_REQUIREMENT_. Each line of the data below holding the word "Center" must be copied.

====================

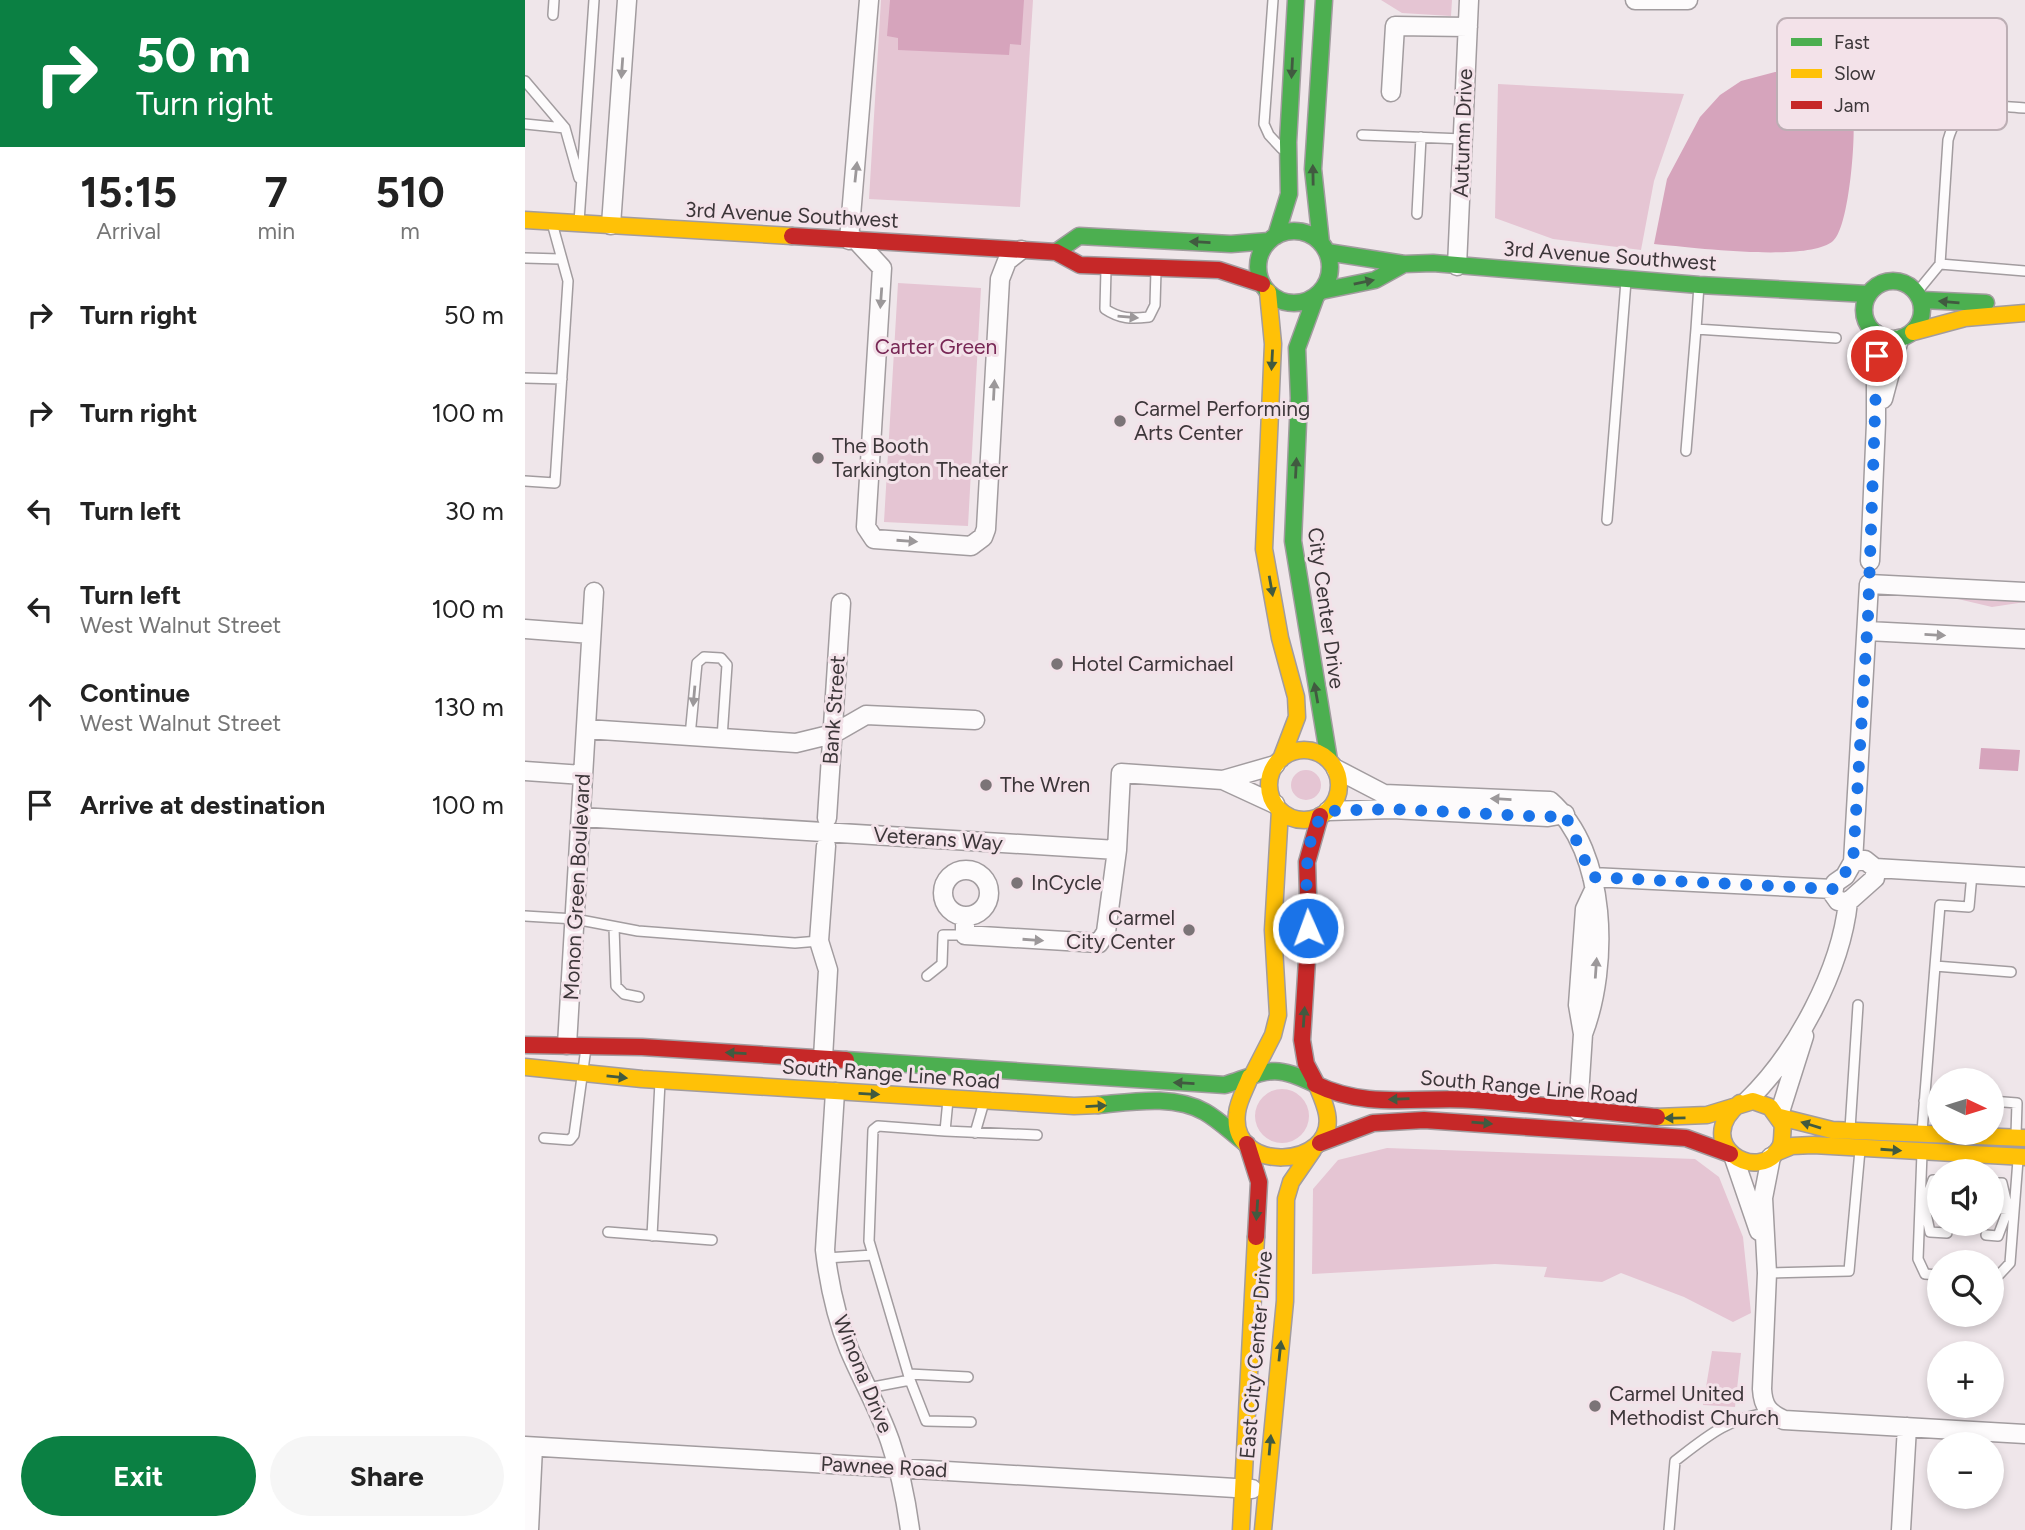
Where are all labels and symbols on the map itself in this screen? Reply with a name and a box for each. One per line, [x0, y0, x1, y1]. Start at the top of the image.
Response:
legend [1777, 18, 2007, 130]
text: Fast [1834, 31, 1870, 54]
one-way arrow [617, 57, 628, 79]
one-way arrow [1286, 57, 1297, 79]
text: Slow [1834, 62, 1876, 85]
street label: Autumn Drive [1448, 68, 1477, 198]
text: Jam [1834, 94, 1870, 117]
one-way arrow [851, 161, 862, 183]
one-way arrow [1308, 164, 1319, 186]
street label: 3rd Avenue Southwest [685, 196, 900, 233]
street label: 3rd Avenue Southwest [1502, 236, 1718, 275]
one-way arrow [1189, 237, 1211, 248]
one-way arrow [1353, 276, 1375, 287]
one-way arrow [875, 287, 886, 309]
one-way arrow [1938, 297, 1960, 308]
one-way arrow [1117, 312, 1139, 323]
pin [1847, 326, 1907, 386]
park label: Carter Green [875, 334, 997, 359]
one-way arrow [1266, 349, 1277, 371]
one-way arrow [988, 378, 999, 400]
place label: Carmel Performing Arts Center [1134, 396, 1310, 445]
marker: Carmel Performing Arts Center [1112, 413, 1128, 429]
place label: The Booth Tarkington Theater [832, 433, 1008, 482]
marker: The Booth Tarkington Theater [810, 450, 826, 466]
one-way arrow [1291, 456, 1302, 478]
street label: City Center Drive [1303, 526, 1350, 690]
one-way arrow [896, 536, 918, 547]
one-way arrow [1266, 575, 1277, 597]
one-way arrow [1924, 629, 1946, 640]
place label: Hotel Carmichael [1071, 651, 1234, 676]
street label: Bank Street [817, 654, 850, 765]
marker: Hotel Carmichael [1049, 656, 1065, 672]
one-way arrow [1310, 682, 1321, 704]
one-way arrow [688, 685, 699, 707]
place label: The Wren [1000, 772, 1090, 797]
street label: Monon Green Boulevard [558, 773, 595, 1001]
marker: The Wren [978, 777, 994, 793]
one-way arrow [1490, 793, 1512, 804]
street label: Veterans Way [872, 821, 1004, 856]
place label: InCycle [1031, 870, 1102, 895]
marker: InCycle [1009, 875, 1025, 891]
position arrow [1271, 891, 1345, 965]
place label: Carmel City Center [1066, 905, 1175, 954]
marker: Carmel City Center [1181, 922, 1197, 938]
one-way arrow [1022, 935, 1044, 946]
one-way arrow [1591, 956, 1602, 978]
one-way arrow [1299, 1006, 1310, 1028]
one-way arrow [725, 1047, 747, 1058]
street label: South Range Line Road [781, 1053, 1001, 1094]
street label: South Range Line Road [1419, 1065, 1639, 1108]
north arrow [1927, 1068, 2004, 1144]
one-way arrow [606, 1071, 628, 1082]
one-way arrow [1172, 1077, 1194, 1088]
one-way arrow [858, 1088, 880, 1099]
one-way arrow [1388, 1093, 1410, 1104]
one-way arrow [1085, 1100, 1107, 1111]
one-way arrow [1664, 1112, 1686, 1124]
one-way arrow [1471, 1118, 1493, 1129]
one-way arrow [1800, 1119, 1821, 1129]
one-way arrow [1880, 1145, 1902, 1156]
one-way arrow [1251, 1199, 1262, 1221]
street label: East City Center Drive [1234, 1250, 1277, 1460]
street label: Winona Drive [828, 1311, 898, 1436]
one-way arrow [1275, 1340, 1286, 1362]
place label: Carmel United Methodist Church [1609, 1381, 1779, 1430]
marker: Carmel United Methodist Church [1587, 1398, 1603, 1414]
one-way arrow [1264, 1434, 1275, 1456]
street label: Pawnee Road [820, 1451, 948, 1482]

====================

_TASK OUTPUT_.
place label: Carmel Performing Arts Center [1134, 396, 1310, 445]
marker: Carmel Performing Arts Center [1112, 413, 1128, 429]
street label: City Center Drive [1303, 526, 1350, 690]
place label: Carmel City Center [1066, 905, 1175, 954]
marker: Carmel City Center [1181, 922, 1197, 938]
street label: East City Center Drive [1234, 1250, 1277, 1460]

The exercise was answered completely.